Roasting Coffee in the Mountains of Brazil

So it's day 13 and I am just now posting the blog I was supposed to start a week ago.  Things have been hectic and the first few days were total locura (craziness in Portuguese), but now I am settled in, improving my Portuguese skills, and really starting to appreciate this country.  If there's one thing that has been nothing short of amazing from the start, it's my internship. 

I am working with Agroecology Professor Ricardo Santos and about twenty graduate students, doing a combination of research experiments at the University and extension work with farmers, all about COFFEE.  I have limited experience with coffee production in Costa Rica, Dominican Republic, and Colombia, and I drink multiple cups each day as a student at University of Illinois.
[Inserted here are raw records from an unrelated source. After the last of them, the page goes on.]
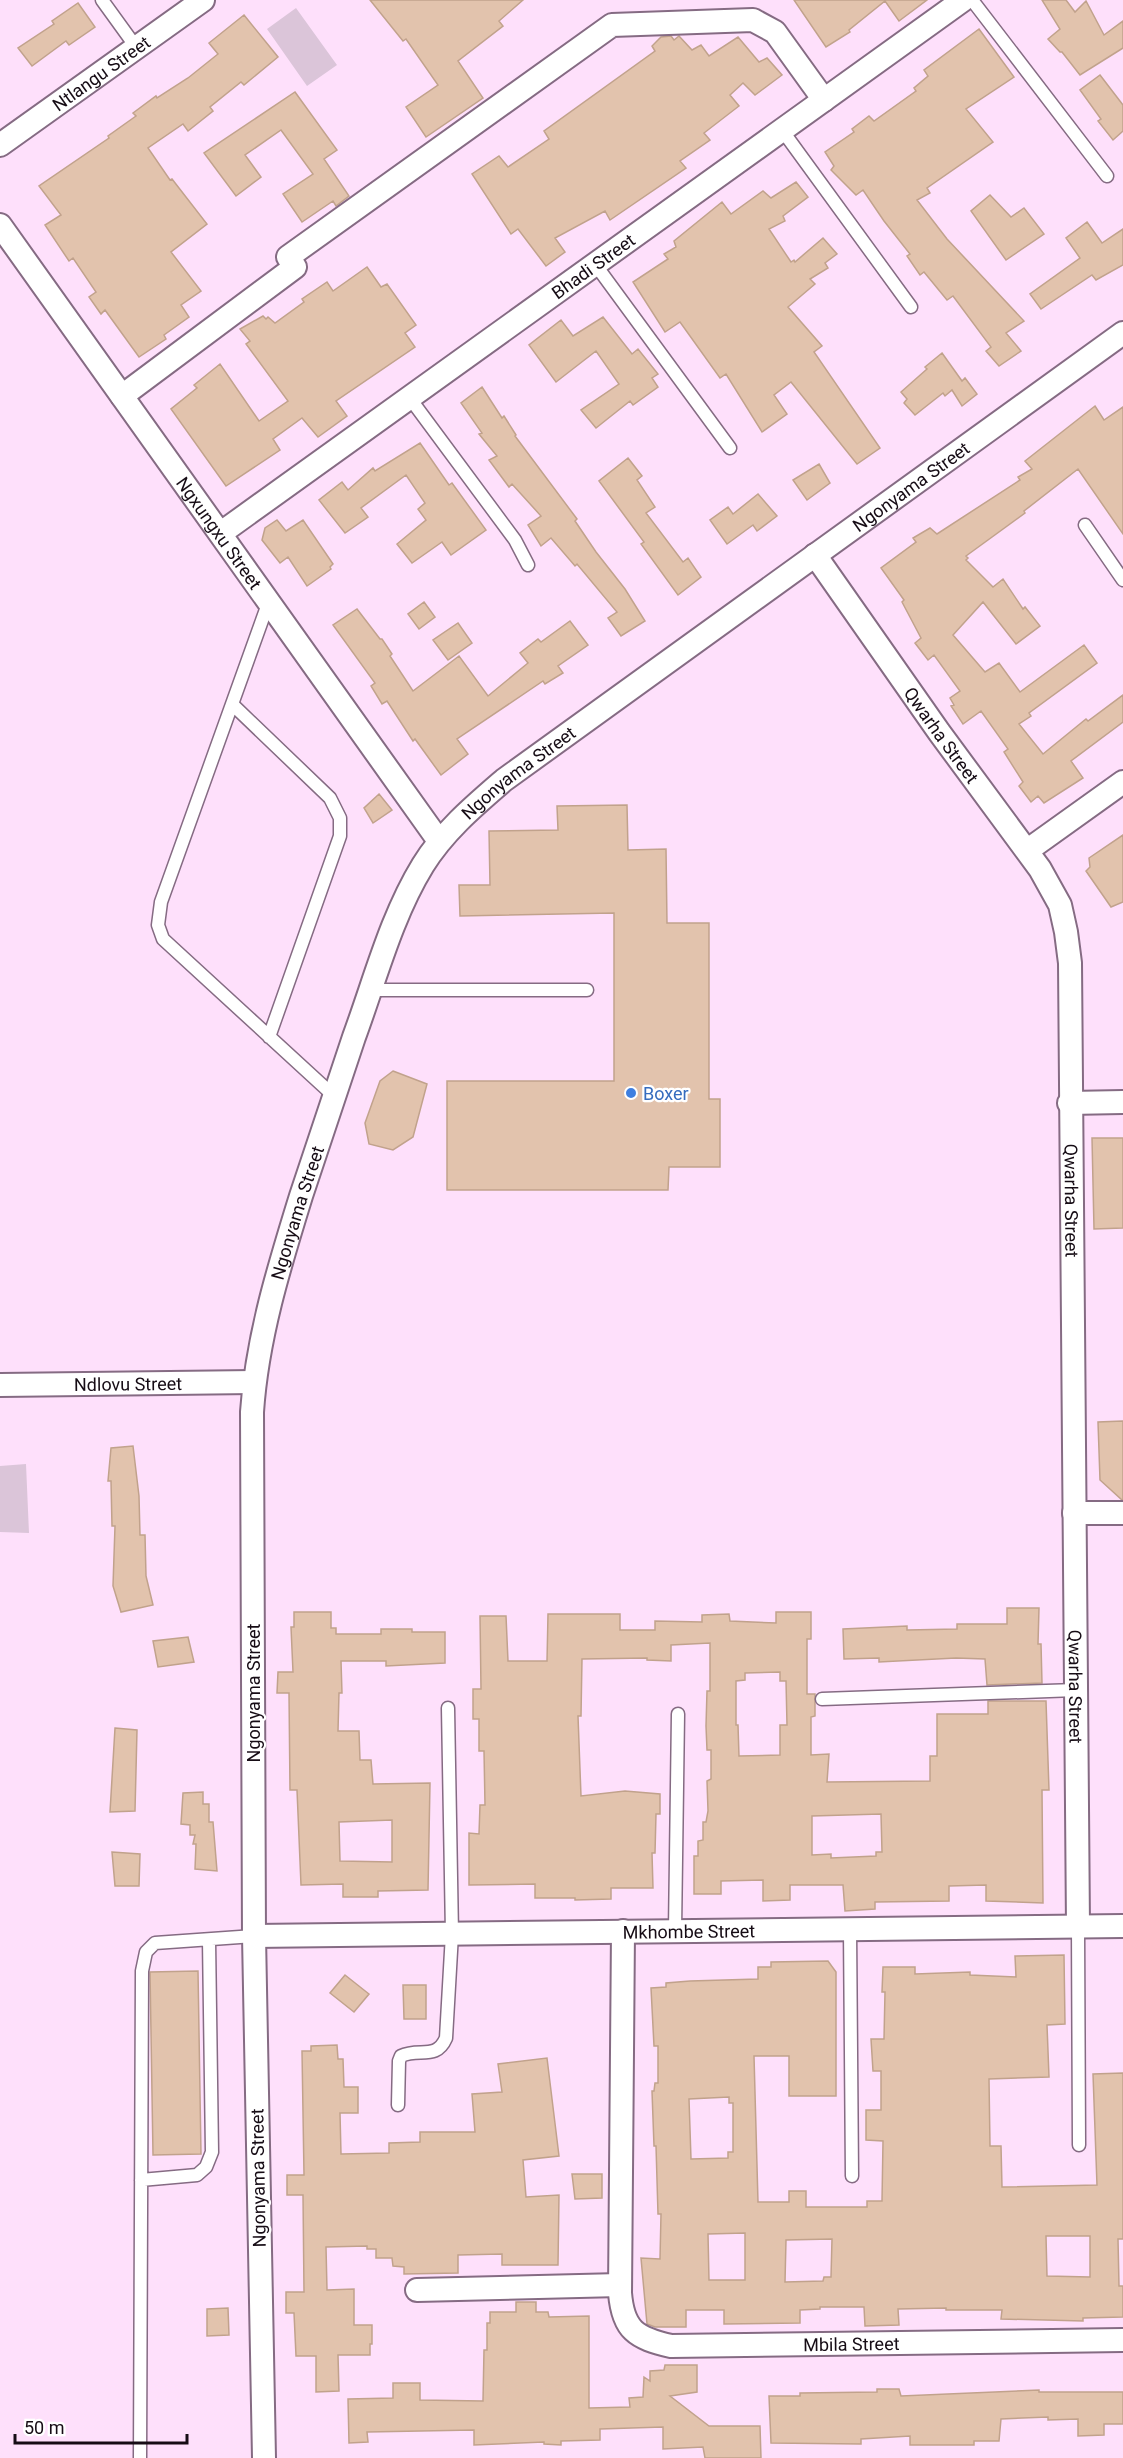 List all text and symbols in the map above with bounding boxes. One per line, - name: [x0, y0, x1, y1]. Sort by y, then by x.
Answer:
- street label: Ntlangu Street: [48, 31, 154, 115]
- street label: Bhadi Street: [547, 229, 639, 303]
- street label: Ngonyama Street: [848, 437, 973, 535]
- street label: Ngxungxu Street: [172, 473, 267, 593]
- street label: Qwarha Street: [900, 683, 984, 787]
- street label: Ngonyama Street: [457, 722, 579, 823]
- place label: Boxer: [643, 1083, 689, 1104]
- marker: Boxer: [624, 1086, 638, 1100]
- street label: Ngonyama Street: [266, 1143, 328, 1282]
- street label: Qwarha Street: [1061, 1144, 1083, 1258]
- street label: Ndlovu Street: [74, 1372, 182, 1395]
- street label: Ngonyama Street: [243, 1623, 264, 1762]
- street label: Qwarha Street: [1065, 1630, 1087, 1744]
- street label: Mkhombe Street: [623, 1920, 755, 1942]
- street label: Ngonyama Street: [246, 2108, 270, 2248]
- street label: Mbila Street: [803, 2332, 900, 2355]
- scale bar: [15, 2407, 188, 2445]
- text: 50 m: [24, 2417, 64, 2438] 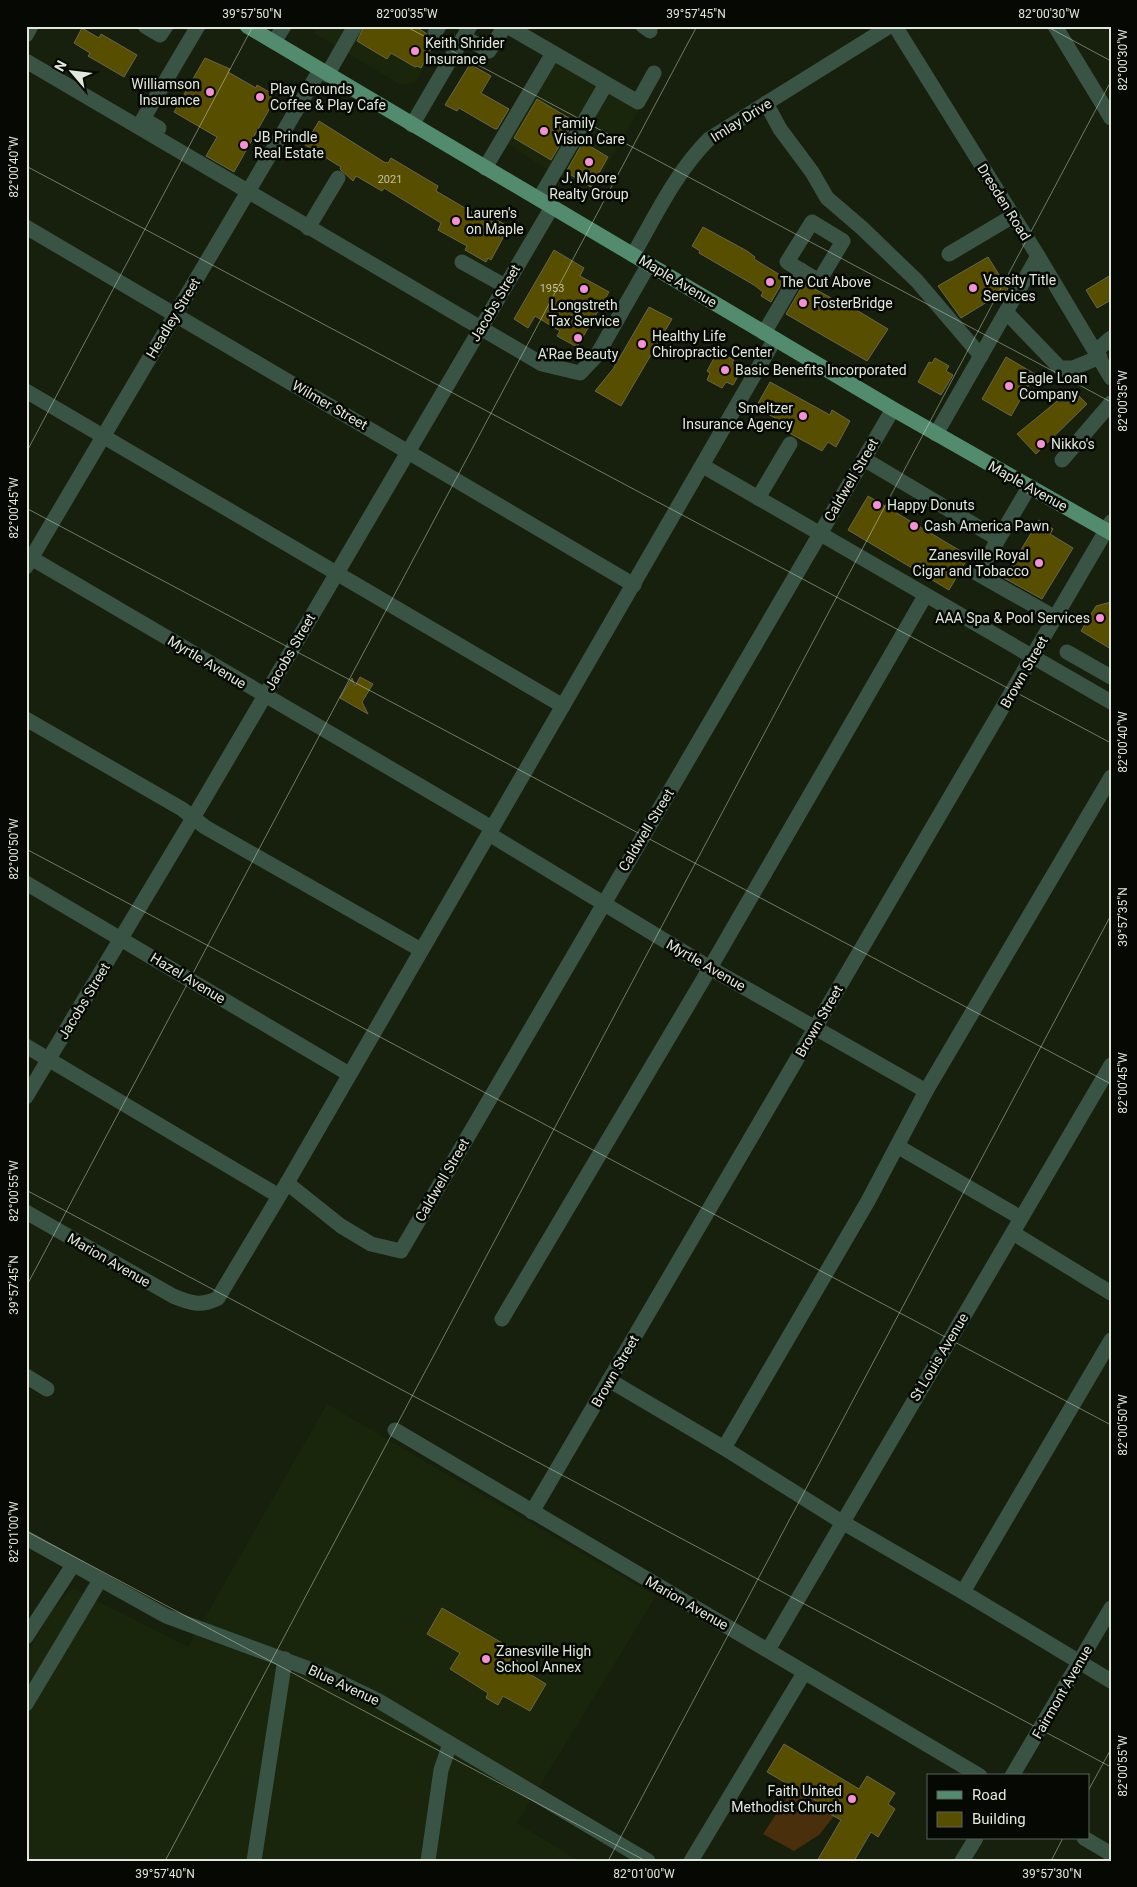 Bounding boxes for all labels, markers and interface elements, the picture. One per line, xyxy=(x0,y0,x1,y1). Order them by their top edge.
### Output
text: 39°57'50"N xyxy=(222,7,282,21)
text: 82°00'35"W xyxy=(376,7,438,21)
text: 39°57'45"N xyxy=(666,7,726,21)
text: 82°00'30"W xyxy=(1018,7,1080,21)
text: 82°00'30"W xyxy=(1116,29,1130,91)
place label: Keith Shrider Insurance xyxy=(425,35,505,67)
marker: Keith Shrider Insurance xyxy=(409,45,421,57)
north arrow xyxy=(48,48,98,98)
text: N xyxy=(51,58,70,74)
place label: Williamson Insurance xyxy=(131,76,200,108)
place label: Play Grounds Coffee & Play Cafe xyxy=(270,81,386,113)
marker: Williamson Insurance xyxy=(204,86,216,98)
marker: Play Grounds Coffee & Play Cafe xyxy=(254,91,266,103)
street label: Imlay Drive xyxy=(708,95,774,145)
place label: Family Vision Care xyxy=(554,115,625,147)
marker: Family Vision Care xyxy=(538,125,550,137)
place label: JB Prindle Real Estate xyxy=(254,129,324,161)
text: 82°00'40"W xyxy=(7,136,21,198)
marker: JB Prindle Real Estate xyxy=(238,139,250,151)
marker: J. Moore Realty Group xyxy=(583,156,595,168)
street label: Dresden Road xyxy=(974,161,1034,243)
place label: J. Moore Realty Group xyxy=(549,170,629,202)
house number: 2021 xyxy=(378,173,402,186)
place label: Lauren's on Maple xyxy=(466,205,524,237)
marker: Lauren's on Maple xyxy=(450,215,462,227)
street label: Maple Avenue xyxy=(636,252,720,310)
street label: Jacobs Street xyxy=(467,261,524,344)
place label: Varsity Title Services xyxy=(983,272,1056,304)
place label: The Cut Above xyxy=(780,274,871,290)
street label: Headley Street xyxy=(143,275,203,361)
marker: The Cut Above xyxy=(764,276,776,288)
house number: 1953 xyxy=(540,282,564,295)
marker: Varsity Title Services xyxy=(967,282,979,294)
marker: Longstreth Tax Service xyxy=(578,283,590,295)
place label: FosterBridge xyxy=(813,295,893,311)
place label: Longstreth Tax Service xyxy=(548,297,620,329)
marker: FosterBridge xyxy=(797,297,809,309)
place label: Healthy Life Chiropractic Center xyxy=(652,328,772,360)
marker: A'Rae Beauty xyxy=(572,332,584,344)
marker: Healthy Life Chiropractic Center xyxy=(636,338,648,350)
place label: A'Rae Beauty xyxy=(538,346,619,362)
place label: Basic Benefits Incorporated xyxy=(735,362,907,378)
marker: Basic Benefits Incorporated xyxy=(719,364,731,376)
place label: Eagle Loan Company xyxy=(1019,370,1088,402)
text: 82°00'35"W xyxy=(1116,370,1130,432)
street label: Wilmer Street xyxy=(290,377,371,433)
marker: Eagle Loan Company xyxy=(1003,380,1015,392)
place label: Smeltzer Insurance Agency xyxy=(682,400,793,432)
marker: Smeltzer Insurance Agency xyxy=(797,410,809,422)
street label: Caldwell Street xyxy=(821,435,881,524)
place label: Nikko's xyxy=(1051,436,1095,452)
marker: Nikko's xyxy=(1035,438,1047,450)
street label: Maple Avenue xyxy=(986,458,1070,514)
text: 82°00'45"W xyxy=(7,477,21,539)
place label: Happy Donuts xyxy=(887,497,975,513)
marker: Happy Donuts xyxy=(871,499,883,511)
place label: Cash America Pawn xyxy=(924,518,1049,534)
marker: Cash America Pawn xyxy=(908,520,920,532)
place label: Zanesville Royal Cigar and Tobacco xyxy=(913,547,1029,579)
marker: Zanesville Royal Cigar and Tobacco xyxy=(1033,557,1045,569)
street label: Jacobs Street xyxy=(262,610,319,693)
place label: AAA Spa & Pool Services xyxy=(935,610,1090,626)
marker: AAA Spa & Pool Services xyxy=(1094,612,1106,624)
street label: Myrtle Avenue xyxy=(165,632,249,692)
street label: Brown Street xyxy=(997,633,1051,711)
text: 82°00'40"W xyxy=(1116,711,1130,773)
street label: Caldwell Street xyxy=(615,786,677,874)
text: 82°00'50"W xyxy=(7,818,21,880)
text: 39°57'35"N xyxy=(1116,887,1130,947)
street label: Myrtle Avenue xyxy=(664,936,748,994)
street label: Hazel Avenue xyxy=(148,949,228,1007)
street label: Jacobs Street xyxy=(55,960,113,1042)
street label: Brown Street xyxy=(792,982,846,1060)
text: 82°00'45"W xyxy=(1116,1052,1130,1114)
street label: Caldwell Street xyxy=(412,1135,472,1224)
text: 82°00'55"W xyxy=(7,1160,21,1222)
street label: Marion Avenue xyxy=(65,1230,153,1290)
text: 39°57'45"N xyxy=(7,1255,21,1315)
street label: St Louis Avenue xyxy=(907,1310,971,1404)
street label: Brown Street xyxy=(588,1332,642,1410)
text: 82°00'50"W xyxy=(1116,1394,1130,1456)
text: 82°01'00"W xyxy=(7,1501,21,1563)
street label: Marion Avenue xyxy=(643,1573,731,1633)
street label: Fairmont Avenue xyxy=(1029,1642,1095,1742)
place label: Zanesville High School Annex xyxy=(496,1643,591,1675)
marker: Zanesville High School Annex xyxy=(480,1653,492,1665)
street label: Blue Avenue xyxy=(306,1662,382,1708)
text: 82°00'55"W xyxy=(1116,1735,1130,1797)
legend xyxy=(927,1774,1090,1840)
place label: Faith United Methodist Church xyxy=(731,1783,842,1815)
text: Road xyxy=(972,1786,1006,1804)
marker: Faith United Methodist Church xyxy=(846,1793,858,1805)
text: Building xyxy=(972,1810,1026,1828)
text: 39°57'40"N xyxy=(135,1867,195,1881)
text: 82°01'00"W xyxy=(613,1867,675,1881)
text: 39°57'30"N xyxy=(1022,1867,1082,1881)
However, I can already tell that my experience here, in Brazil, will cause me to never look at a cup of coffee the same. 

My first Saturday here I went with an economics student to observe a small scale roasting observation.  We left at 5:30 AM and I watched the sun rise over the mountainous coffee fields as our little car flew up and down and around the rugged roads. After our three hour journey we arrived in the small farming town. 

The roasting room was at the back of a combination house/market.  I was introduced to "the Roaster," who has been roasting coffee for local farmers for almost twenty years.  I was one of the first Americans he had talked to so I was forced to use my Portuñol (Spanish + Portuguese).  He brought out hot coffee and breakfast treats including local bananas. 

The roasting began! For three hours we roasted the raw dried white beans, about 60 lbs in total.  Of course it's the rest of the world so they used kilograms! I realized that I was wearing my Brother Bear's Coffee shirt and drinking the same coffee we were watching being roasted.  This incredible experience is just one part of the work I will do over the summer-  I can't wait to roast more coffee!

There is just too much to include in one post here about my first Saturday in Brazil.  I'll talk about our afternoon visit to the  mountaintop coffee fields in my next post.  So to conclude this post, I will briefly explain what our research is about and why it's so important.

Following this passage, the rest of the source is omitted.